Josh Budd
Josh Budd (Research Manager, EMEA Partnering Ecosystems)

The world of partnering has never been more complex. Vendor strategies are evolving faster than ever to keep pace with changing customer buying behaviors and partner business models.

Understanding how partner business models are evolving can help vendors build a partnering framework that is robust and flexible enough to reward partner activities while remaining customer-led.

Trend 1: Partners Are Deepening Commitment to their Strategic Vendor Partner

The breadth of a partner’s portfolio can provide an indication of the level of commitment a partner gives to each vendor relationship. Partners with multiple strategic vendor relationships are likely dividing their energy and resources between multiple vendors. Partners that work with just one, two, or three core vendors will likely give greater attention to each relationship.

This is important. While each vendor has visibility into what their partners are doing with them, they may not know how they are engaging with other vendors.

IDC’s EMEA Partner Survey 2024 showed that partners derive more than half of their total revenue from activities connected to their most strategic vendor partner. Just 6% of partners expect the share of revenue connected to their core strategic vendor to decline in the next 12 months, with 45% expecting it to remain at today’s level. Half expect it to increase.

For partners, there are specific benefits from concentrating resources on a single core vendor relationship. At the vendor level, demonstrating commitment can lead to the allocation of more resources, drive new business, launch new technologies, or to co-sell and co-creation activities that drive new customer wins.

For the partner’s business model, deep commitment to a specific vendor’s portfolio and road map can provide clarity in terms of future business development planning and skills development in the organization.

Trend 2: P2P Collaboration Accelerates Within Non-Linear Go-To-Market Motions

Partners traditionally seek to serve as a single point of contact for the end customer. The customer turns to the partner to procure, deploy, and service their IT environment.

However, changes in customer buying behavior and new routes-to-market and deployment models have led to the emergence of non-linear go-to-market motions in which multiple partners can be involved at different stages of a single customer’s journey.

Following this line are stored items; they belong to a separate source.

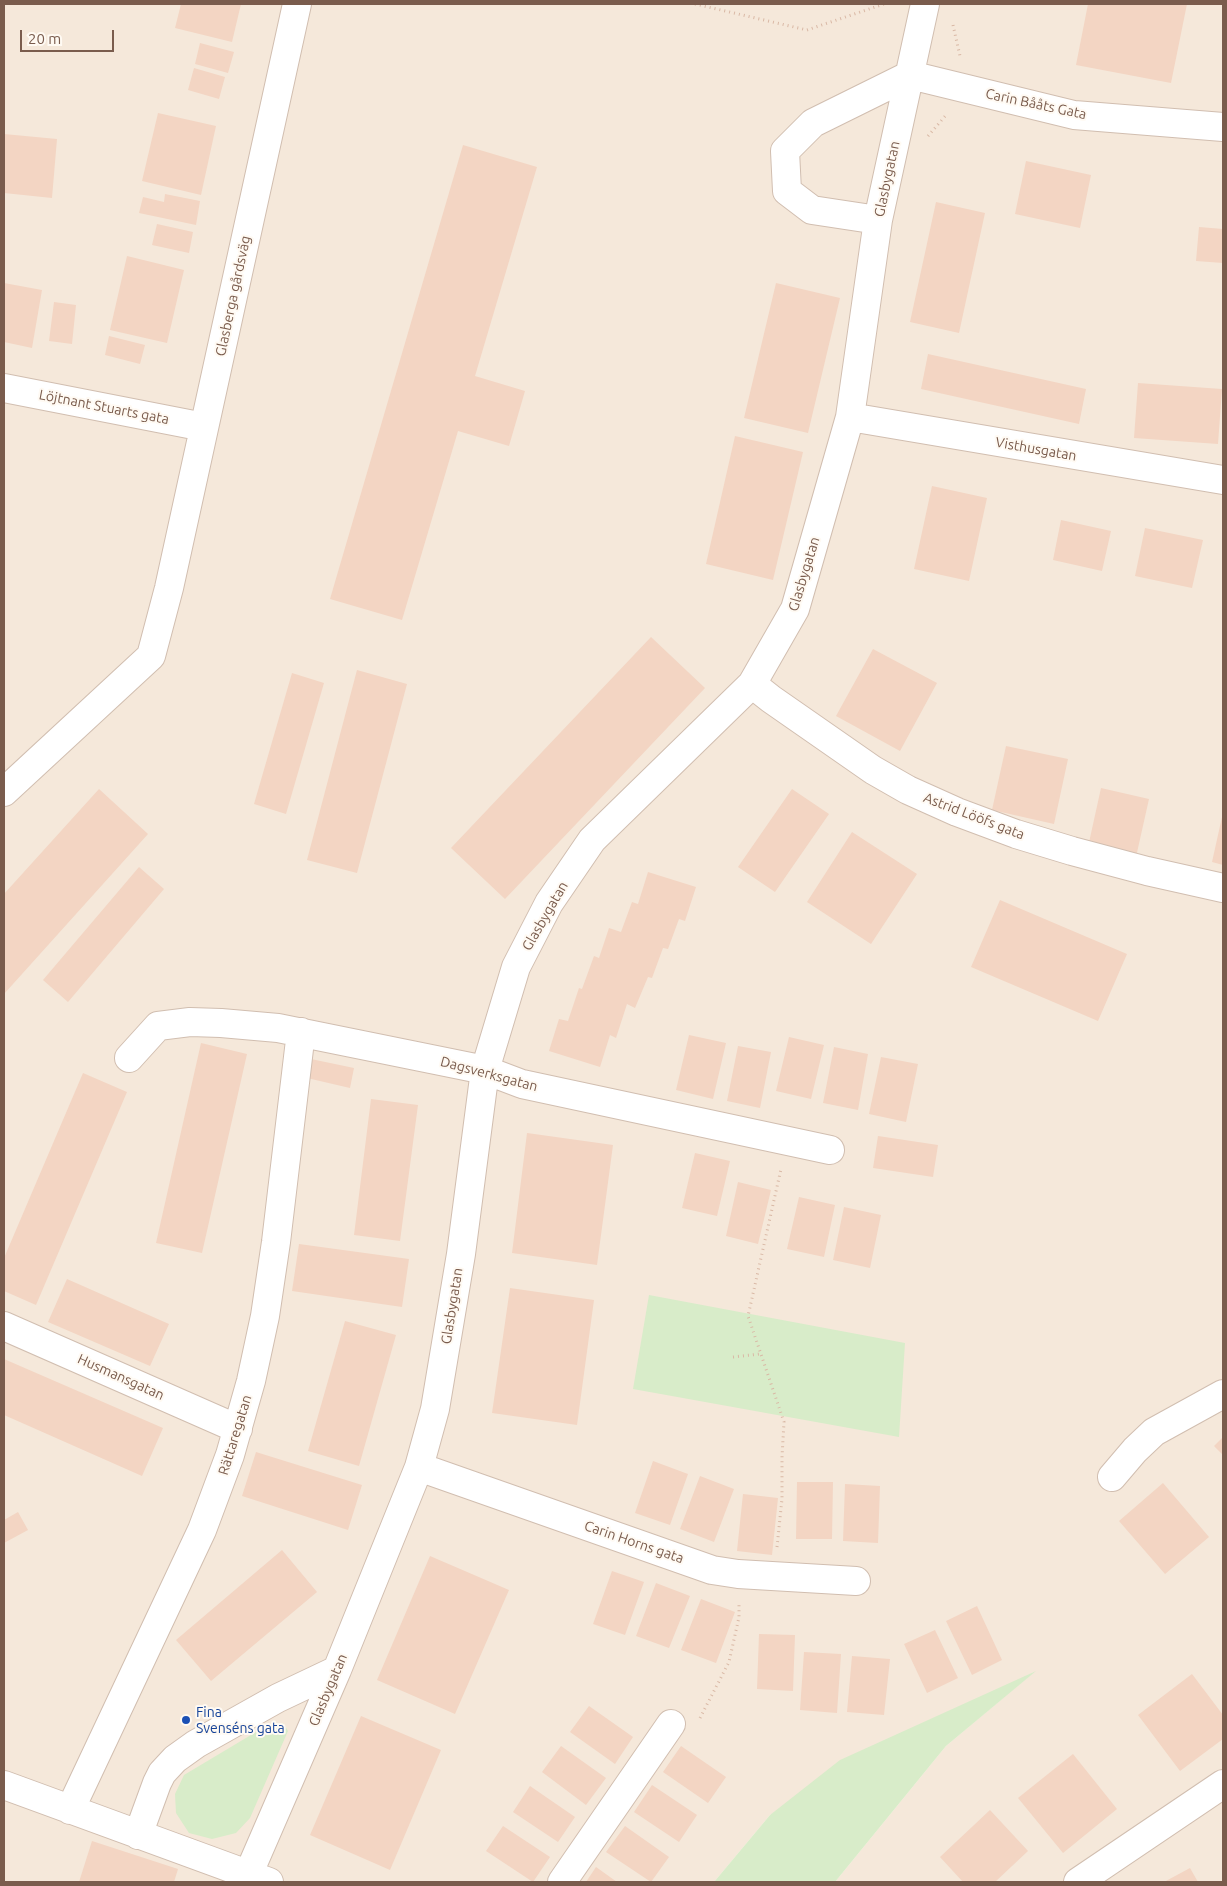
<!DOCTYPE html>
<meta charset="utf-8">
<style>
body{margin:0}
#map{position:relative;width:1227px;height:1886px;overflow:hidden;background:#fdf6ec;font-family:Ubuntu,sans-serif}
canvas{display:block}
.frame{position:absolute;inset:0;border:5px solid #7a5c4d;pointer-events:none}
.scale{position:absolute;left:20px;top:30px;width:94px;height:22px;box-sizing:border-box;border:2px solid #7a5c4d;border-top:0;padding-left:6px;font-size:15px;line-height:18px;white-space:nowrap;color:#7a5c4d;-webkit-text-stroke:4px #fffaf3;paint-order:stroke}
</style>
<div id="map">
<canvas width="1227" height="1886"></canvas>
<div class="frame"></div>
<div class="scale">20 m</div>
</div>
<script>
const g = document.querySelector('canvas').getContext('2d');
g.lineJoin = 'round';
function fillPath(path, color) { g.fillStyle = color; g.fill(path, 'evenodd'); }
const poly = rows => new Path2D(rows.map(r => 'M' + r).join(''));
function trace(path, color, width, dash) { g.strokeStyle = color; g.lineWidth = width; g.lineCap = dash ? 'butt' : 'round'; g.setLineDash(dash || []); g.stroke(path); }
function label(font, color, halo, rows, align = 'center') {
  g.font = font + ' Ubuntu,sans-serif'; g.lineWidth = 4; g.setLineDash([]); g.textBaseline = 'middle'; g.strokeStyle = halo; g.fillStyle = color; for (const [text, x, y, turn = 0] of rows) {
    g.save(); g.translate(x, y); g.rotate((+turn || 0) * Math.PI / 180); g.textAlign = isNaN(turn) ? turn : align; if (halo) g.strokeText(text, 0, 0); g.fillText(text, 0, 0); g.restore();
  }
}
const residential = poly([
 [4,4,1223,4,1223,1882,835,1882,946,1746,1034,1672,770,1815,714,1882,4,1882]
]);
const green = poly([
 [649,1295,905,1343,899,1437,633,1389],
 [1036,1671,946,1746,835,1882,714,1882,770,1815,840,1760],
 [283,1723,288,1731,250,1818,236,1833,212,1839,189,1833,176,1813,175,1794,184,1775,266,1726]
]);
const building = poly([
 [181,4,241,4,232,42,175,28],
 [1088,4,1187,4,1171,83,1076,65],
 [200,43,234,52,228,73,195,64],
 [194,68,225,77,219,99,188,90],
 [158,113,216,126,201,195,142,181],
 [4,134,57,139,52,198,4,193],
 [463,145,537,167,475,376,525,391,509,446,458,431,402,620,330,599],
 [1026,161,1091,175,1080,228,1015,214],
 [165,194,200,201,196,225,139,213,143,197,164,202],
 [936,202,985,213,959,333,910,322],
 [157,224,193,232,189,253,152,245],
 [1199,227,1223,229,1223,263,1196,261],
 [127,256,184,270,167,343,110,330],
 [4,283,42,290,32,348,4,342],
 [776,283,840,298,808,433,744,418],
 [54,302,76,305,72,344,49,341],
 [109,336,145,345,140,364,105,355],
 [928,354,1086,389,1079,424,921,389],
 [1138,383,1222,389,1218,444,1134,438],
 [735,436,803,452,773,580,706,564],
 [932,486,987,498,969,581,914,569],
 [1061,520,1111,531,1102,571,1053,560],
 [1145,528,1203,540,1192,588,1135,576],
 [651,637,705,688,505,899,451,848],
 [873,649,937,683,900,751,836,716],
 [357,670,407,684,357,873,307,860],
 [292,673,324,683,286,814,254,804],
 [1006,746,1068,759,1054,824,992,810],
 [1101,788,1149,799,1136,857,1088,847],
 [99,789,148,834,4,994,4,894],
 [792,789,829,814,775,892,738,867],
 [1222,817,1223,817,1223,865,1212,862],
 [852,832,917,874,871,944,807,902],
 [139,867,164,889,68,1002,43,980],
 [648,872,696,887,685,921,679,919,668,949,663,948,652,978,648,977,635,1008,627,1004,616,1038,610,1035,600,1067,549,1051,559,1019,568,1021,579,988,582,989,594,956,599,958,609,928,621,932,632,902,638,904],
 [1000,900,1127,954,1098,1021,971,967],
 [689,1035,726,1043,713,1099,676,1090],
 [789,1037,824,1045,811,1099,776,1091],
 [201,1043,247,1054,202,1253,156,1243],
 [738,1046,771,1052,760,1108,727,1101],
 [834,1047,868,1054,858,1110,823,1103],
 [881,1057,918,1064,906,1122,869,1114],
 [311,1059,354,1068,350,1088,307,1078],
 [83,1073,127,1092,36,1305,4,1291,4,1258],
 [371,1099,418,1105,400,1241,354,1235],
 [527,1133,613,1145,597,1265,512,1253],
 [878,1136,938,1145,933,1177,873,1168],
 [695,1153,730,1161,717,1216,682,1208],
 [738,1182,771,1190,758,1244,726,1236],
 [799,1197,835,1205,824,1257,787,1249],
 [844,1207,881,1215,870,1268,833,1260],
 [299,1244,409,1259,402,1307,292,1291],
 [67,1279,169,1324,150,1366,48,1322],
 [510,1288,594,1300,577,1425,492,1413],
 [345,1321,396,1335,359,1466,308,1451],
 [4,1359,163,1428,142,1476,4,1415],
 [1223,1437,1223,1455,1214,1446],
 [256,1452,362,1485,348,1530,242,1496],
 [653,1461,688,1474,670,1525,635,1513],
 [700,1476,734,1489,714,1542,680,1529],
 [797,1482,833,1482,832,1539,796,1539],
 [1163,1483,1209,1537,1165,1574,1119,1521],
 [845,1484,880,1486,878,1543,843,1541],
 [743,1494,778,1498,772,1555,737,1551],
 [18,1512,28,1530,4,1543,4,1520],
 [282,1550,317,1592,211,1681,176,1640],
 [430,1556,509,1590,455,1714,377,1680],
 [612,1571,644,1582,625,1635,593,1624],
 [656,1583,690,1596,669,1648,636,1636],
 [701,1599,735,1612,716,1663,681,1650],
 [977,1606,1002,1660,972,1675,946,1621],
 [935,1630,958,1678,927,1693,904,1644],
 [759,1634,795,1635,793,1691,757,1689],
 [804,1652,841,1654,837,1713,800,1710],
 [852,1656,890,1659,884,1715,847,1712],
 [1192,1674,1223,1715,1223,1739,1180,1771,1138,1715],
 [589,1706,633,1737,615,1764,570,1732],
 [361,1716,441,1750,390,1870,310,1835],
 [561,1746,606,1778,586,1805,542,1772],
 [681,1746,726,1777,708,1803,663,1772],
 [1073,1754,1117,1809,1063,1853,1018,1798],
 [652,1785,697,1815,679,1842,634,1812],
 [530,1786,575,1817,558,1842,513,1812],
 [990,1810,1028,1851,995,1882,963,1882,940,1857],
 [503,1826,550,1857,533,1882,486,1851],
 [625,1826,669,1857,651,1882,606,1852],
 [92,1841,178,1869,174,1882,79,1882],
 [596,1867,617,1882,586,1882],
 [1190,1868,1198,1882,1164,1882]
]);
const path = poly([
 [695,4,807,30,884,4],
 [953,25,960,56],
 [928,136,947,114],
 [733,1357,760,1354],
 [777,1547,782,1499,782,1457,784,1422,748,1316,781,1169],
 [700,1718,729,1662,739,1617,739,1604]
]);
const minor = poly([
 [878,220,812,210,787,191,785,151,813,123,910,75,1074,115,1223,127],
 [4,388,204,427],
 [850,417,1223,480],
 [752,684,771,699,873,770,908,790,957,812,1016,834,1072,851,1147,871,1223,888],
 [4,792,151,656,169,588,297,4],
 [129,1058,158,1026,190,1022,221,1023,278,1028,485,1070,522,1084,830,1150],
 [4,1326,238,1429],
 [419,1467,712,1570,738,1574,856,1581],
 [1112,1477,1135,1450,1154,1432,1223,1394],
 [4,1785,269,1882],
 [70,1810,202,1530,230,1455,251,1381,265,1316,276,1242,301,1032],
 [138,1835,157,1783,162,1773,175,1759,196,1744,278,1698,337,1670],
 [245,1882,337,1670,419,1467,435,1409,461,1254,485,1070,516,967,549,903,592,840,752,684,795,609,850,417,878,220,925,4],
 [562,1882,671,1724],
 [1078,1882,1223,1784]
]);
const markers = [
 [186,1720,5,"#1a4fb4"]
];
const streetNames = [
 ["Carin Bååts Gata",1036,104,12],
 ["Glasbygatan",887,179,-78],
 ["Glasberga gårdsväg",233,296,-78],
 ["Löjtnant Stuarts gata",104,407,11],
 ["Visthusgatan",1036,449,10],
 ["Glasbygatan",804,574,-73],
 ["Astrid Lööfs gata",974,816,21],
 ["Glasbygatan",545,916,-60],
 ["Dagsverksgatan",489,1074,15],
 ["Glasbygatan",452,1306,-81],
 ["Husmansgatan",121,1377,24],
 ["Rättaregatan",235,1435,-73],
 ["Carin Horns gata",634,1542,19],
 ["Glasbygatan",328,1690,-67]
];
const transitNames = [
 ["Fina",196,1712],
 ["Svenséns gata",196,1728]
];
fillPath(residential, '#f5e8da');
fillPath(green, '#d8ecc9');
fillPath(building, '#f3d5c3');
trace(minor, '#d1beb0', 30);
trace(path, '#d9b8a5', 3, [1, 4]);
trace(minor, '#fff', 28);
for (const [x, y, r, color] of markers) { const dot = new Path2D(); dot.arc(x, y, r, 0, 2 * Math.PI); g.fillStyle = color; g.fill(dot); trace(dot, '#fffaf3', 2); }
label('14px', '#7a5c4d', '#fffaf3', streetNames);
label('14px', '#164399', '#fffaf3', transitNames, 'left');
</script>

Customers have choices in terms of how they procure, consume, and optimize their IT environments. They can involve a unique combination of marketplaces, platforms, and partners.

IDC’s EMEA Partner Survey 2024 shows that 60% of partner revenues are now direct payments from end customers. This means that 40% of partner revenue is coming from elsewhere — as a sub-contractor through another partner, fund disbursement from a marketplace operator, or payments from vendors.

Trend 3: Looking Beyond the Primary Activity of Partners

Many vendors used to categorize their partner base according to their primary activity. Partners that primarily focused on reselling vendor products and solutions were categorized as VARs. Partners that derived most of their revenue through services were labelled as some form of managed services or consultancy services provider.

Results of our survey suggest there are potential risks in this approach. Most partners now operate multiple partner business models that span sell, service, and build roles for the customer. While only a small number of partners in the survey self-identified as cloud service providers, for example, a significant number offer this as a secondary business model.

It is increasingly important for vendors to consider the activity mix of each individual partner to uncover how they engage with the customer. Vendors that only engage with a partner based on their primary business activity are potentially leaving opportunities on the table to drive additional customer engagement through other areas of expertise and capabilities the partner possesses.

Bottom Line

Gaining a deeper understanding of the activity mix and commitment levels of partners is key for vendors to allocate resources based on partner potential and to look for untapped opportunity within their existing partner base.

Knowing how your partners interact with other vendors and customers — and knowing how important you are to their overall business and what their long-term strategy is — has become critical to inform vendor ecosystem strategies.